(Beginning of Recorded data)

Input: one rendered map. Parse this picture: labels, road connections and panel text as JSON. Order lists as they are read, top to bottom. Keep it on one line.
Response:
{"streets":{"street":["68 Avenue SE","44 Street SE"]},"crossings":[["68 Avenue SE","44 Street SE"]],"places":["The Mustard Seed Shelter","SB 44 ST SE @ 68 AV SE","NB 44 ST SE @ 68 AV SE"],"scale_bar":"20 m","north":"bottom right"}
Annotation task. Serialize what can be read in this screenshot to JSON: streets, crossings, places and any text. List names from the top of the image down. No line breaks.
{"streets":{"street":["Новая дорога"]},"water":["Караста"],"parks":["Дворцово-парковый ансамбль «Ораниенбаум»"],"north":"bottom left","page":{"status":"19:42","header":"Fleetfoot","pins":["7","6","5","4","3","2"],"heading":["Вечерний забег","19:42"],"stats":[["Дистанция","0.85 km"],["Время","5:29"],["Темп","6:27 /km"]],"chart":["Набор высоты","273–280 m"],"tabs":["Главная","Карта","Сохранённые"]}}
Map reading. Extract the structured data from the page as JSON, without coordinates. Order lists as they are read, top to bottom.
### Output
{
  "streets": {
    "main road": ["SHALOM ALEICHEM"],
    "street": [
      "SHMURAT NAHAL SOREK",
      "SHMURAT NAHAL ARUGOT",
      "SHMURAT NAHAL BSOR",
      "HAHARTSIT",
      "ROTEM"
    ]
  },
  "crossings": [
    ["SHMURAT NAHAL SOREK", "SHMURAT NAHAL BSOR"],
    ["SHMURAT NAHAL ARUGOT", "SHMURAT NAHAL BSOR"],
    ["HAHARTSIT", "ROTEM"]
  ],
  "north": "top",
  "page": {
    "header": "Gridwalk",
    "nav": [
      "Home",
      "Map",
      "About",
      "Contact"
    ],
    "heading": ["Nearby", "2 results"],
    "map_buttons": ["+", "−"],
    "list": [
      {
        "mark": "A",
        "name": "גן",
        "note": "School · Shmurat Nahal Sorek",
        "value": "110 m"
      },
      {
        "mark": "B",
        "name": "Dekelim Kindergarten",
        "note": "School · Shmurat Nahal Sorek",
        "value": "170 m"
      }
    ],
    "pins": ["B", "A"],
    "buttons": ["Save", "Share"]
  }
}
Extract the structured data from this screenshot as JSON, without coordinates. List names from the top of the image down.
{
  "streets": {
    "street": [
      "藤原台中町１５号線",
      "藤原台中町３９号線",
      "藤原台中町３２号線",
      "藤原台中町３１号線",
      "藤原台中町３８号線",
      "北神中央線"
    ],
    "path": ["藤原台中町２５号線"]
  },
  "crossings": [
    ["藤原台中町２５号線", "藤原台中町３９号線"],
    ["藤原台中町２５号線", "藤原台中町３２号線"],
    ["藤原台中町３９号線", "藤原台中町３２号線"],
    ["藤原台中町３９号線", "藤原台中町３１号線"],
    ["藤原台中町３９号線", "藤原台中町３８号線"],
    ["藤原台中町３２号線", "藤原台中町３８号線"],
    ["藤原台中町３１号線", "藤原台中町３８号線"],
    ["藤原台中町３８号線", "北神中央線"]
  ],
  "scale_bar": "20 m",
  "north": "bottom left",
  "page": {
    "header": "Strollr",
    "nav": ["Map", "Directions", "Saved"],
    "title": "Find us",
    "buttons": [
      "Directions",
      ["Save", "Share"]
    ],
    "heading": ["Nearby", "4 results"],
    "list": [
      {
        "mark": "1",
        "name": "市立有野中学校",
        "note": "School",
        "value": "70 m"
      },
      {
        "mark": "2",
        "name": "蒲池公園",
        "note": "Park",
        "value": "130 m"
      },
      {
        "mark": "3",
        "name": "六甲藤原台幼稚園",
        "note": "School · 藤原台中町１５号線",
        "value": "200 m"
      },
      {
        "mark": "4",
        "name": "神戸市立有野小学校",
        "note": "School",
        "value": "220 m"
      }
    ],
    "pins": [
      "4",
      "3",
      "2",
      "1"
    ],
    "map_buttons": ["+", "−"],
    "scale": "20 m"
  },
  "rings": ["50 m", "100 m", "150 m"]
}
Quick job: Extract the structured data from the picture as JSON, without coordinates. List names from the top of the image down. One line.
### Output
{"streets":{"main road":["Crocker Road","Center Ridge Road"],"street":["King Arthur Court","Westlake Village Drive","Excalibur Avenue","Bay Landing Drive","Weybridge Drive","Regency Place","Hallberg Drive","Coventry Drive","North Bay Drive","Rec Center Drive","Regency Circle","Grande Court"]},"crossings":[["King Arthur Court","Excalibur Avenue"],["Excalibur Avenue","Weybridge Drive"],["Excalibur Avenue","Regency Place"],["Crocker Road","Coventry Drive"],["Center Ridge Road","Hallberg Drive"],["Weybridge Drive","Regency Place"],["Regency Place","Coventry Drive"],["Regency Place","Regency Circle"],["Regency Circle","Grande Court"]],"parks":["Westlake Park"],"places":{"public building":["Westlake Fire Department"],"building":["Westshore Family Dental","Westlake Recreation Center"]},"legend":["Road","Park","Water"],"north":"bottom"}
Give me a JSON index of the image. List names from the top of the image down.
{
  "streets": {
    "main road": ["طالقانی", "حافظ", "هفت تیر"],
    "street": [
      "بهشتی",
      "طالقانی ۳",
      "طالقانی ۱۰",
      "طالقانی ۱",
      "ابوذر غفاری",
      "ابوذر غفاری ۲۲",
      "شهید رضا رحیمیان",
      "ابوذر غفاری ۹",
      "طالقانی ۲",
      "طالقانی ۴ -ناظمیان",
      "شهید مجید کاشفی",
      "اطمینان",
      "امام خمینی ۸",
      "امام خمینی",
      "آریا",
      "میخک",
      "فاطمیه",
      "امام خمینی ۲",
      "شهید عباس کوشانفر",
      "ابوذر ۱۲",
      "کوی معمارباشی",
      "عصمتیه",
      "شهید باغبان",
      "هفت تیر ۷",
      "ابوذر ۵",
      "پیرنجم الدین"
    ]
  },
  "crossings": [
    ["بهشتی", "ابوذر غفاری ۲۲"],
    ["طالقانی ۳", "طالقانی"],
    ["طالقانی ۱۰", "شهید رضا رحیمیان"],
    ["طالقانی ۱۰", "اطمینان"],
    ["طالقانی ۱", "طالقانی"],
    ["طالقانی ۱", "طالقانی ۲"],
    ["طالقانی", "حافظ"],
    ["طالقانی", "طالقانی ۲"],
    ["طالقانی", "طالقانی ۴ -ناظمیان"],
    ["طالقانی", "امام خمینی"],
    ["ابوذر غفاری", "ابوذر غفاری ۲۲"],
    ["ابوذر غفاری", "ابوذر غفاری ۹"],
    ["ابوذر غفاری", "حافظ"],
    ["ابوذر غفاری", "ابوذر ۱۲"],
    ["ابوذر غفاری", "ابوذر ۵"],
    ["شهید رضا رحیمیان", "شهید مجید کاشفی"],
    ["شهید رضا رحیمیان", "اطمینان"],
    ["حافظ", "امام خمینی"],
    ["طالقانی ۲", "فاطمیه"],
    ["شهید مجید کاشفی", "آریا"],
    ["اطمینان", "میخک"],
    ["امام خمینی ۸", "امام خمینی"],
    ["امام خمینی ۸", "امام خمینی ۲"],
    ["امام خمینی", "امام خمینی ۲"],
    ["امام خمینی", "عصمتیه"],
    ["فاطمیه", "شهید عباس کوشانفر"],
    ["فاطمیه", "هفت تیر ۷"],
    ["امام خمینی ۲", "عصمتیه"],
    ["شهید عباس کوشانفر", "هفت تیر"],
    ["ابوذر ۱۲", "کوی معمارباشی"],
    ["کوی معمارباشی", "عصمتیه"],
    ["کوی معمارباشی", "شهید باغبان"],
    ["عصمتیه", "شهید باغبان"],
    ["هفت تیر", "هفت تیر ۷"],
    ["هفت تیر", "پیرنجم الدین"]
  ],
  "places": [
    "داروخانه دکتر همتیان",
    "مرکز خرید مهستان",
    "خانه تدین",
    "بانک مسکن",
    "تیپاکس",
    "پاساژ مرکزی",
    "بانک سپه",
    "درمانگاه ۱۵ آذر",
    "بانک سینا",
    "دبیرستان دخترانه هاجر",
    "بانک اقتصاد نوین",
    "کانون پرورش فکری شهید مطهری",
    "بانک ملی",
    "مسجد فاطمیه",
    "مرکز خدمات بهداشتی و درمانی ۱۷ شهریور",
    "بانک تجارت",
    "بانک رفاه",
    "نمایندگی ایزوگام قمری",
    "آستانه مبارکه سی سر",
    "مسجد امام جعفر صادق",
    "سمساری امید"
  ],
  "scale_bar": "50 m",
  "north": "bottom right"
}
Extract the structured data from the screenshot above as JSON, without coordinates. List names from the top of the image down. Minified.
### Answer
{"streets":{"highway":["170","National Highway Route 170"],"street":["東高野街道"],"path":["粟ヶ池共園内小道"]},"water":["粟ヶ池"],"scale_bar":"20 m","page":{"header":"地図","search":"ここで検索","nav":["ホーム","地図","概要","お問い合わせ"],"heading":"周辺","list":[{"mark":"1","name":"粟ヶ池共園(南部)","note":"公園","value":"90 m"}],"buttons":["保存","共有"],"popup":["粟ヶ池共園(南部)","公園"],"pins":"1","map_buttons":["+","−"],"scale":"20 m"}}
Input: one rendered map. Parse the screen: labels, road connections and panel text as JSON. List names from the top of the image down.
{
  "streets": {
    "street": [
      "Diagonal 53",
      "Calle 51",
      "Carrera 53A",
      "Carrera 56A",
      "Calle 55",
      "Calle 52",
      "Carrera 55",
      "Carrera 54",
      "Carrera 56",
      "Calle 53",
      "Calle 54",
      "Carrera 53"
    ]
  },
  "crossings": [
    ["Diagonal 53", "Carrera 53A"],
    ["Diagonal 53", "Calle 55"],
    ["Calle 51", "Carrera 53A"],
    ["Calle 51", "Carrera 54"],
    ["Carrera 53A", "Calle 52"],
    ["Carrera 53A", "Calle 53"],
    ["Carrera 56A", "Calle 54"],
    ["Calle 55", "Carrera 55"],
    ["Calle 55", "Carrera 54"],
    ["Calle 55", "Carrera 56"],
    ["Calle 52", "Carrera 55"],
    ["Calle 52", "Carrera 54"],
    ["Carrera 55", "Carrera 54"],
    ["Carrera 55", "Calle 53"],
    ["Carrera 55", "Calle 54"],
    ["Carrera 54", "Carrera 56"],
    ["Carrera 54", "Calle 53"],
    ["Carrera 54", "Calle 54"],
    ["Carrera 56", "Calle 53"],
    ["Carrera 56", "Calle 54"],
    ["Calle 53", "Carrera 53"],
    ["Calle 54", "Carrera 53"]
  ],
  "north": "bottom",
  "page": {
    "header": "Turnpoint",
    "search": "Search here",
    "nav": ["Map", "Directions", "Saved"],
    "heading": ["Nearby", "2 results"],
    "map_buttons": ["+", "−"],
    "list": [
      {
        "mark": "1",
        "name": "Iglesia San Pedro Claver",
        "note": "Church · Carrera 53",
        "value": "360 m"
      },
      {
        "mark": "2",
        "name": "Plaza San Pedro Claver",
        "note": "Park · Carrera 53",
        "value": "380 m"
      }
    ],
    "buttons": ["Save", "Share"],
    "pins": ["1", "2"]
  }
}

(End of Recorded data)

A complete answer gives every line of the data that includes "coordinates".

Map reading. Extract the structured data from the page as JSON, without coordinates. Order lists as they are read, top to bottom.
Extract the structured data from this screenshot as JSON, without coordinates. List names from the top of the image down.
Quick job: Extract the structured data from the picture as JSON, without coordinates. List names from the top of the image down. One line.
Extract the structured data from the screenshot above as JSON, without coordinates. List names from the top of the image down. Minified.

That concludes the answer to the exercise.